Photo : © capture-Gabriel Klum; Le Rév. Gilles Routhier; la conférence avec la presse du 23 octobre 2024
Gabriel Klum
Une fois « désamorcées les torpilles » on arrive à « un débat plus serein », explique avec humour le Rév. Routhier, prêtre canadien, à propos de l’autorité des Conférences épiscopales, qui a effectivement suscité des débats au synode.
Le Rév. Gilles Routhier est « expert » au synode. Il a fait sa thèse sur la réception, dans le diocèse de Québec, de l’enseignement de Vatican II sur le gouvernement ecclésial. Il est professeur à l’Université Laval, à Québec. Sa recherche a surtout porté sur le concile Vatican II, son enseignement, son histoire, son herméneutique et sa réception.
De quelle autorité parle-t-on?
Le p. Routhier a d’abord rappelé que la question de l’autorité des Conférences épiscopales, et spécialement leur autorité « doctrinale », est un sujet qui revient: 1985, 1998, 2013, dans « Evangelii Gaudium ». Le sujet a « rebondi » » lors de cette seconde session du synode sur la synodalité d’octobre 2024. Le synode s’en est « saisi »: « dans l’Église synodale, quelle est l’autorité doctrinale des Conférences épiscopales? »
Mais de quoi parle-t-on exactement? S’agirait-il de pouvoir proclamer un « nouveau dogme »? Le p. Routhier répond que les Conférences épiscopales n’ont pas une « autorité absolue », mais une « autorité qui comprend des limites », comme « la communion avec l’Église » et ne peuvent se comporter à la légère. Il remarque qu’alors des « peurs » se manifestent lorsqu’on aborde la question: « on craint une fragmentation de l’Église ». Mais il ajoute: « Ce n’est pas de cela qu’il s’agit. »
Il explique que « dans chaque pays ou territoire », les Conférences épiscopales ont une compétence pour « enseigner de façon authentique la foi commune pour qu’elle réponde aux questions de ce peuple, sur ce territoire donné ou pour rencontrer les défis contemporains ».
Il prend pour exemple la « lettre pastorale sur les migrants » publiée par les évêques d’Irlande, reconnaissant qu’elle « touche des questions doctrinales ». Or, la « position doctrinale » doit trouver « son application dans cas concret pour éclairer le peuple de Dieu qui est en Irlande ».

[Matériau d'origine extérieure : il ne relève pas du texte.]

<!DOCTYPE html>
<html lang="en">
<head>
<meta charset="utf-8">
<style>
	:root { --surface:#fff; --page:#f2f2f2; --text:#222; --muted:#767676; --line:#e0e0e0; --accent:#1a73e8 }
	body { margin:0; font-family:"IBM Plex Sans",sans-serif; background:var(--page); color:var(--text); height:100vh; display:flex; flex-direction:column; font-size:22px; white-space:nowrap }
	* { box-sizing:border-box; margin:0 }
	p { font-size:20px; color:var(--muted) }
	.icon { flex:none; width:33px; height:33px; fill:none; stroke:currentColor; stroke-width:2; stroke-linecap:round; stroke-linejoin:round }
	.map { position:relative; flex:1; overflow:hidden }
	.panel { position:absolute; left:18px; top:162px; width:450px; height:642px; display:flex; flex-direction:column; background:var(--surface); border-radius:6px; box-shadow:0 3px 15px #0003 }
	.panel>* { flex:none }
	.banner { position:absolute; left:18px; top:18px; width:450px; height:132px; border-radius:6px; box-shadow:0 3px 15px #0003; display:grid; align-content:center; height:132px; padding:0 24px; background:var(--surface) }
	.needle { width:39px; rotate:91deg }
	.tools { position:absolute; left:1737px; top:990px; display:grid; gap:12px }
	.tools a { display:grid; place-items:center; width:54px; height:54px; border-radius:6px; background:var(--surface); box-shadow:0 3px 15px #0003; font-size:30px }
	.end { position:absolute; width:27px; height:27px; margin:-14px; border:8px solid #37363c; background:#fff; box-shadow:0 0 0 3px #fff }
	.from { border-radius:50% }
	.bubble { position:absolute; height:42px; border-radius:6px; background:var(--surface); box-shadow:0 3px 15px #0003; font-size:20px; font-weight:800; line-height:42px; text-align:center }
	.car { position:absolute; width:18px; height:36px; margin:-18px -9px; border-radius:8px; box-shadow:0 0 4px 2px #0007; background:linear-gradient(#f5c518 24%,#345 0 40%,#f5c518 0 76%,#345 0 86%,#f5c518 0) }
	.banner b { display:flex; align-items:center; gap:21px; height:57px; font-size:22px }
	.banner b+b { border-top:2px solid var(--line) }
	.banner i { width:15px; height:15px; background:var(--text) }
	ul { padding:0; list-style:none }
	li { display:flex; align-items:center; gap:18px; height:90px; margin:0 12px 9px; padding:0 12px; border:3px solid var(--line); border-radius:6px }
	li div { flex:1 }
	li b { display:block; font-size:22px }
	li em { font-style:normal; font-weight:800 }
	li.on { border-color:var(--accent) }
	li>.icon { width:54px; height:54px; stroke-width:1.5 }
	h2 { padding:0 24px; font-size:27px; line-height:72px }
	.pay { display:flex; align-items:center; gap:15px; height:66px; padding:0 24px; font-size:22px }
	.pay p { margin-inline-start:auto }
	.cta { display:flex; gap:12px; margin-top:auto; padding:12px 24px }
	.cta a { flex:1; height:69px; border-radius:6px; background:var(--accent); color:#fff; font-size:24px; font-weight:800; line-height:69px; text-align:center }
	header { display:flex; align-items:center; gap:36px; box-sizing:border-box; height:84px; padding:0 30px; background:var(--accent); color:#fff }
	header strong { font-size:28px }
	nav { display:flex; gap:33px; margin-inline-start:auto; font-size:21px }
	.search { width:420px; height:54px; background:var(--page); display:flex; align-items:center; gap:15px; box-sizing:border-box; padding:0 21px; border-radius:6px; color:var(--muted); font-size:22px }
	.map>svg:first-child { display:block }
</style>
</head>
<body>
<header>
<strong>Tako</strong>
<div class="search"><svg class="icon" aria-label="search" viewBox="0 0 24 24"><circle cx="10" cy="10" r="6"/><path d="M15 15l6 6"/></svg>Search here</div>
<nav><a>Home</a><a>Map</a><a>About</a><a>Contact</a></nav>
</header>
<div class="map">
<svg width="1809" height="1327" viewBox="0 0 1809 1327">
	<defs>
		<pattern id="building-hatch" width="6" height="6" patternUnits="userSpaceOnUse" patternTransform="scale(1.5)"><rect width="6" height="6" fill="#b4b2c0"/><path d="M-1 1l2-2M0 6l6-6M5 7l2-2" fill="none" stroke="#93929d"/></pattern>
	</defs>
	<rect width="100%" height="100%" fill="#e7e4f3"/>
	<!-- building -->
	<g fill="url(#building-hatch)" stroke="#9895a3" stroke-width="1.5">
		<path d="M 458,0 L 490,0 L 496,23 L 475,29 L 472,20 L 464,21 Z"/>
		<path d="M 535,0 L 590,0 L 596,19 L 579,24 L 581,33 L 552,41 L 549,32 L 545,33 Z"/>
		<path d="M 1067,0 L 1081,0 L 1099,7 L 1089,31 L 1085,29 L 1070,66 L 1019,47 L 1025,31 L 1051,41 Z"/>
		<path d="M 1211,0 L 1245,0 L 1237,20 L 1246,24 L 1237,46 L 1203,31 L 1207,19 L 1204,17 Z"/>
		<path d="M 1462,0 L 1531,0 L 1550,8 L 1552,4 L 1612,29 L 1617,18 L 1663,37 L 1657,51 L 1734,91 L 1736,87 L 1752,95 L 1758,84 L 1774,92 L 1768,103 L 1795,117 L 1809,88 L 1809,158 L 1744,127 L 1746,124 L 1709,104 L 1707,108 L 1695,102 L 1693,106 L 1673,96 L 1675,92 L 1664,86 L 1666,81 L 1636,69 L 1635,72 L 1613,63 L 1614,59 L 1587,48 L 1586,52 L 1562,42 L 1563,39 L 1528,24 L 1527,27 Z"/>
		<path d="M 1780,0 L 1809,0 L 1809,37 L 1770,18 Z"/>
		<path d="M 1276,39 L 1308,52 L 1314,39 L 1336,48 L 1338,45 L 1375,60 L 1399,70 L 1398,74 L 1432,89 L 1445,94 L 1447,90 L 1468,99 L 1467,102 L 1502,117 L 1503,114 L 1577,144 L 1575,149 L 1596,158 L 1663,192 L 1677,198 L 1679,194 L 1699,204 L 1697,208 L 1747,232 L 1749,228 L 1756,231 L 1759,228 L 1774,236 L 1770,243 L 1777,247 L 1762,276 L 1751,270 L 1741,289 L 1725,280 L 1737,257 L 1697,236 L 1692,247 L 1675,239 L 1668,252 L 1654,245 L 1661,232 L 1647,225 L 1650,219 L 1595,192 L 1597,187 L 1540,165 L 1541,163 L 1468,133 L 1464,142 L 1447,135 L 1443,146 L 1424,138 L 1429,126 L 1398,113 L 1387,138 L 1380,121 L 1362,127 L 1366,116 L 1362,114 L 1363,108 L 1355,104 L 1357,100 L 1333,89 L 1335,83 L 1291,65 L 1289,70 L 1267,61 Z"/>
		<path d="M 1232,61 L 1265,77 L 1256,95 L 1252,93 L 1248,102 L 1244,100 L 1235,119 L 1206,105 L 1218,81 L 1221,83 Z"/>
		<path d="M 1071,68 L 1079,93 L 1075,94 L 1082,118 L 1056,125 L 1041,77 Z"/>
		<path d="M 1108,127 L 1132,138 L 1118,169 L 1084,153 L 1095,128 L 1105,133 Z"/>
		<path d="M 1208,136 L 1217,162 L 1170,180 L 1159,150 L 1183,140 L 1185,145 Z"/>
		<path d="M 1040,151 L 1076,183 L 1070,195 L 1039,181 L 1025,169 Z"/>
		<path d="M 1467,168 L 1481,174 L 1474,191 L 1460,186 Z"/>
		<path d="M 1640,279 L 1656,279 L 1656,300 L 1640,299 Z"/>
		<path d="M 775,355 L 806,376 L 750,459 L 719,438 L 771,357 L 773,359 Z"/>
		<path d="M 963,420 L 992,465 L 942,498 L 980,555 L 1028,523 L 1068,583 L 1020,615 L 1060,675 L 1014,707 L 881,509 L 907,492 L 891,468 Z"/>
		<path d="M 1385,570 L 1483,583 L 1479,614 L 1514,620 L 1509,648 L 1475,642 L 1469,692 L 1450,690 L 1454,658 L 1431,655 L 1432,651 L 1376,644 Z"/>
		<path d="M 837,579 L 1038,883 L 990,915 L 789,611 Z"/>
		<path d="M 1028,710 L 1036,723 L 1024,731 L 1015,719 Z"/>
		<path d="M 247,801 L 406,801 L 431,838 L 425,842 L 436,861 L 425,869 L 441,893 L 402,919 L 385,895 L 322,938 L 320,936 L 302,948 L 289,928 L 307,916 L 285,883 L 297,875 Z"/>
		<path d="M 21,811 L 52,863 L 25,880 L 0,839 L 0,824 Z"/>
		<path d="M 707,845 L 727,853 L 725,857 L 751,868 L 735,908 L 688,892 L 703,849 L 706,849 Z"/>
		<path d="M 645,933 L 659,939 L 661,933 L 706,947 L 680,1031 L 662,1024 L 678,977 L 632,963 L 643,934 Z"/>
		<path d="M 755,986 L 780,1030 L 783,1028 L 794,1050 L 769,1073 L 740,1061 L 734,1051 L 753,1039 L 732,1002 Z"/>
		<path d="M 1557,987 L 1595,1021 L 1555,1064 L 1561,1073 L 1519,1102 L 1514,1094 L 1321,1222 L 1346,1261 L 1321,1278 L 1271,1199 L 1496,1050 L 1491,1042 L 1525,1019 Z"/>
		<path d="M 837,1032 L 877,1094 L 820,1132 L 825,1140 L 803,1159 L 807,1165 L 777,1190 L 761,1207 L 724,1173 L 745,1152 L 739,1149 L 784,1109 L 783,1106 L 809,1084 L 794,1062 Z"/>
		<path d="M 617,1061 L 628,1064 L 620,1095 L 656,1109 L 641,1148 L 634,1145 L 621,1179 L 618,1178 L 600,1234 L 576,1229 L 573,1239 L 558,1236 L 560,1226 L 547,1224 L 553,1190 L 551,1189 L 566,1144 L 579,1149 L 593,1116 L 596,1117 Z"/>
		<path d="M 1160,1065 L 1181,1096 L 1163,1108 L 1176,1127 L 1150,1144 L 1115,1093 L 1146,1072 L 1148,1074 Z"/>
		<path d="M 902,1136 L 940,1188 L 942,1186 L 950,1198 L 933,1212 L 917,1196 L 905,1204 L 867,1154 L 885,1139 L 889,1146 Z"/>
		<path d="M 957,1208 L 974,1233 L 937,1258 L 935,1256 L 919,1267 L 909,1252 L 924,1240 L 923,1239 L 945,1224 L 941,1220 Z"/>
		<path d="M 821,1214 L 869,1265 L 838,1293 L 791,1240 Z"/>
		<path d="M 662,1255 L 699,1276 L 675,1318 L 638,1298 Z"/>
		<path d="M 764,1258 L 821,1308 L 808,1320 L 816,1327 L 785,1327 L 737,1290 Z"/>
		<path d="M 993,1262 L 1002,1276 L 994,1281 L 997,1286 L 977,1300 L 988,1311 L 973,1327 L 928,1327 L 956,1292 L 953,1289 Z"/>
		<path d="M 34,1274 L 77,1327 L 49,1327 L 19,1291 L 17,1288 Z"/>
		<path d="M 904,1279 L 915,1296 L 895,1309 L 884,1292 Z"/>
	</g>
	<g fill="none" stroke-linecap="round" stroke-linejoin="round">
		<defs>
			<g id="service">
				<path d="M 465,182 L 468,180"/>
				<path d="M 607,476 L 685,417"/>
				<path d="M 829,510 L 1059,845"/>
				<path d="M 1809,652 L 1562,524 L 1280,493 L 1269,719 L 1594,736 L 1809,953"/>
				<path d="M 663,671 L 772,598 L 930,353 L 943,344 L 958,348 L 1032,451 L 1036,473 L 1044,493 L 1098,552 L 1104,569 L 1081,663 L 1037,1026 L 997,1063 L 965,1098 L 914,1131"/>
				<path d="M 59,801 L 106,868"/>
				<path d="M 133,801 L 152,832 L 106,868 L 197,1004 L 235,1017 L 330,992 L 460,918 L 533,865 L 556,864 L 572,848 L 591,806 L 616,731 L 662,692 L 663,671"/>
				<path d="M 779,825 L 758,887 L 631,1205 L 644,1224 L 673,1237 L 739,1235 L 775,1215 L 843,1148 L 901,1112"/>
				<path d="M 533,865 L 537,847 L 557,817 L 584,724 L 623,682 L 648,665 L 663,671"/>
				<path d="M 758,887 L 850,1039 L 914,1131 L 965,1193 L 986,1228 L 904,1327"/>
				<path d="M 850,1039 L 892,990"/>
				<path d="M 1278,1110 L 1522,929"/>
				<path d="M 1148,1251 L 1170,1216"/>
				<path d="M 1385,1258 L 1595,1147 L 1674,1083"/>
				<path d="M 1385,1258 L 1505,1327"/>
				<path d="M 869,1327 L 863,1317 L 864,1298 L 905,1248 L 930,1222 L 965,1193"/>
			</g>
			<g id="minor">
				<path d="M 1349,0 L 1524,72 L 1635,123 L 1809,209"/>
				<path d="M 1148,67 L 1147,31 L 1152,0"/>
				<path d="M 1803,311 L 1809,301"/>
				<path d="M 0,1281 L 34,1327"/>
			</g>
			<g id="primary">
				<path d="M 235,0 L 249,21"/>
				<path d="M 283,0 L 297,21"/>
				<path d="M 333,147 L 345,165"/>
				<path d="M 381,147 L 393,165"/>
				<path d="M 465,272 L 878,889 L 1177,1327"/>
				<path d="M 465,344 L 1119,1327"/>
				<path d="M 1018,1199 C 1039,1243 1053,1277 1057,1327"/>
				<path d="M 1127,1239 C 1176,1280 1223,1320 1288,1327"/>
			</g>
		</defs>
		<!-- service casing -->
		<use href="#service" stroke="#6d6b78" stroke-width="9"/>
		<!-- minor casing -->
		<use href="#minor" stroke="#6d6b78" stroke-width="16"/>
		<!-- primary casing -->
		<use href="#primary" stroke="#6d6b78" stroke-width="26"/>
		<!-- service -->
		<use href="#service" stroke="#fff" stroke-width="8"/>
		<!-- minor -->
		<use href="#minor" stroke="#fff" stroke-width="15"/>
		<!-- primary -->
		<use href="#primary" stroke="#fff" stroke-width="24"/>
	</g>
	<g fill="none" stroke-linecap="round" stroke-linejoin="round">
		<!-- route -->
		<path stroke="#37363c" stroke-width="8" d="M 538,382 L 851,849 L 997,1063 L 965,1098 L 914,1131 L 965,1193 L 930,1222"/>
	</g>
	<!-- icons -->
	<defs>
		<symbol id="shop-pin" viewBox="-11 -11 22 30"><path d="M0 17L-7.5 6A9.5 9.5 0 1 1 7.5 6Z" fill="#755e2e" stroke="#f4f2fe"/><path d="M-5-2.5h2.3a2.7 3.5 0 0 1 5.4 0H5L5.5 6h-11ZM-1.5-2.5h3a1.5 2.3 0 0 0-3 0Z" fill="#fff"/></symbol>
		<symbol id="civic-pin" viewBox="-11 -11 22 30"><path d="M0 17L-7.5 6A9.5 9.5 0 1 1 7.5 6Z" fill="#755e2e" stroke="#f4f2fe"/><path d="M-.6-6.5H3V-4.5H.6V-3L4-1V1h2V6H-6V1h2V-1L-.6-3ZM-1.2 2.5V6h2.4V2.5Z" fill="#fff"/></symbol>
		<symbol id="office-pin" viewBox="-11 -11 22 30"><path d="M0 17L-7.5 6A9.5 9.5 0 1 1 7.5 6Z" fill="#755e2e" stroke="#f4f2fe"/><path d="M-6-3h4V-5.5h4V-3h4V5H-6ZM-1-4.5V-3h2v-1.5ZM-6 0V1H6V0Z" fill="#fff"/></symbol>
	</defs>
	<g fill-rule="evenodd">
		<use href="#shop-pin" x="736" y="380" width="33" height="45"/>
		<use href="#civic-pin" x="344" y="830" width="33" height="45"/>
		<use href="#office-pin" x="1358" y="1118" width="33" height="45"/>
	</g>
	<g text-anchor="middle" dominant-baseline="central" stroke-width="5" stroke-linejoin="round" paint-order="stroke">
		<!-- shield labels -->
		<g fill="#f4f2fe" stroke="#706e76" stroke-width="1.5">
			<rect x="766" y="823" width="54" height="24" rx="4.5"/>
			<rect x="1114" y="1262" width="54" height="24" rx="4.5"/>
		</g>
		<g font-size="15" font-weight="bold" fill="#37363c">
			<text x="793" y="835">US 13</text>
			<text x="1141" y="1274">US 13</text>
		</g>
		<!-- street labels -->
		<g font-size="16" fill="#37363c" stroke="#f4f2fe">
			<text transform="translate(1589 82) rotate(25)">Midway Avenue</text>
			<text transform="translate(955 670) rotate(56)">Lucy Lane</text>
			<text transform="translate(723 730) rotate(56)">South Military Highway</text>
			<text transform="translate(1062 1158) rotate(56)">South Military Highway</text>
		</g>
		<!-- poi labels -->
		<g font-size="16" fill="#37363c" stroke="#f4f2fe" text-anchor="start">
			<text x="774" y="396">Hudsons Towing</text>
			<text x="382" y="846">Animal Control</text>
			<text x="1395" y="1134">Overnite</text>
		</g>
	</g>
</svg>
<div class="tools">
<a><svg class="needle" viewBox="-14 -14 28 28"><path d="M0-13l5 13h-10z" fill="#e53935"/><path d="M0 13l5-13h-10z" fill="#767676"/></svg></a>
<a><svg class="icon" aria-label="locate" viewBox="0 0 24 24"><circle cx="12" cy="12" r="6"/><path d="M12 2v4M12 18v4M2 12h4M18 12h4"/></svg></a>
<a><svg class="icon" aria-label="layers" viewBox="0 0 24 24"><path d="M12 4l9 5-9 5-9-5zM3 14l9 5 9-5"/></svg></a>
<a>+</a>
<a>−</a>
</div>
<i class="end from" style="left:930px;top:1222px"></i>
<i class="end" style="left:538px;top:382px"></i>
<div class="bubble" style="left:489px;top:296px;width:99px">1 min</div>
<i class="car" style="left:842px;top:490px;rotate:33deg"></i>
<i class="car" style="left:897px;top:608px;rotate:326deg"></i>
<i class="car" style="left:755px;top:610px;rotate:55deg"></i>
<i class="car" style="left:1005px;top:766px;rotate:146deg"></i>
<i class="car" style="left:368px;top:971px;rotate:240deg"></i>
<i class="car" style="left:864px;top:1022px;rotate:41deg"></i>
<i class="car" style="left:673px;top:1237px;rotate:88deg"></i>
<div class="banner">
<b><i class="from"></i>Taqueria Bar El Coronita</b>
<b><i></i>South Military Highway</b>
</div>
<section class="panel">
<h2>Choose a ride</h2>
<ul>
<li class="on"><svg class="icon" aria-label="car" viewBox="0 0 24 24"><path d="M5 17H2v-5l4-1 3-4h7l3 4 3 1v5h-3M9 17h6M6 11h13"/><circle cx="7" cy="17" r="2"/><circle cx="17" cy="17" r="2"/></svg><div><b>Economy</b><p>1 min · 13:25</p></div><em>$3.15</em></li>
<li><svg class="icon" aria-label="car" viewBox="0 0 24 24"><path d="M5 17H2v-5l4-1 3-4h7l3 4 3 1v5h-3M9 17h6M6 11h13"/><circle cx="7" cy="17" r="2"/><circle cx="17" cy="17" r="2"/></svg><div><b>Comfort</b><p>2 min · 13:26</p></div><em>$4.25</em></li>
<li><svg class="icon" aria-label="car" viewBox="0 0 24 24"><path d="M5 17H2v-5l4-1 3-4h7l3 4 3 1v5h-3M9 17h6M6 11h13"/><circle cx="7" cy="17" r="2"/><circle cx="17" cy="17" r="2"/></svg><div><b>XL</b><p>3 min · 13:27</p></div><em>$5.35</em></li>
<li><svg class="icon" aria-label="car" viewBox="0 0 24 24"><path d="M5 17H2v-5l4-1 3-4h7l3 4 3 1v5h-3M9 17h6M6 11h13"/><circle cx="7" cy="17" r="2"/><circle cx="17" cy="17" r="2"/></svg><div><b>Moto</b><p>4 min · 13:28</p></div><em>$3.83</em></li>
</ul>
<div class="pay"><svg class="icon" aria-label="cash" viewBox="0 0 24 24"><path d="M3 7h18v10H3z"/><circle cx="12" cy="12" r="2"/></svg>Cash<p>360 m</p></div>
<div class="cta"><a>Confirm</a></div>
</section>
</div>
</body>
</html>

Il met aussi en garde contre le danger « d’élargir indûment le terme magistère »: il faut s’en tenir à une « définition stricte ». À propos par exemple de « Fiducia Supplicans », il fait observer que « ce n’est pas le magistère du pape qui a été contesté, mais un dicastère ».
Unité, mais pas « uniformité »
Il souligne en même temps l’enjeu du travail des Conférences épiscopales: « l’unité de l’Église ne signifie pas uniformité ».
Par exemple, explique-t-il, dans un patriarcat de l’Église catholique orientale, il y a « un patrimoine spirituel, théologique, liturgique, et canonique propres »: ces Églises « témoignent de la diversité qui doit demeurer dans l’unité », et pour cela, il convient de « se donner les moyens de nourrir la communion ».
Bien sûr, au synode, surgissent des « opinions divergentes », on rencontre des points sur lesquels on n’est « pas d’accord ». Mais il rappelle que déjà à Vatican II lorsqu’on a abordé la question des « armes nucléaires » pour la rédaction de « Gaudium et Spes », l’évêque des États-Unis aux armées n’était « pas d’accord ».
Pour « réguler les tensions », il faut « nourrir la communion », et si l’on est « capable de dialoguer et d’écouter on peut les dépasser ». Si l’on cherche « l’uniformité », les choses peuvent au contraire « casser ».
Au Canada, reconnaît le théologien, en répondant à la presse, « si l’on veut donner une nouvelle énergie aux Conférences épiscopales, c’est en fonction de l’annonce de l’Évangile »: « l’enjeu est sérieux et pas seulement technique ».
Il ajoute que si, naguère, « l’enseignement social » de la Conférence épiscopale canadienne a pu être « plus prophétique », aujourd’hui, un des problèmes, c’est la diminution des « moyens financiers », des « ressources », ce qui limite par exemple « le personnel de recherche qui monte des dossiers sur des questions sociales controversées »: mais si la Conférence épiscopale « est affaiblie quant aux ressources », elle reste « dynamique ». Un autre facteur, constate-t-il, c’est « un changement de génération dans l’épiscopat ».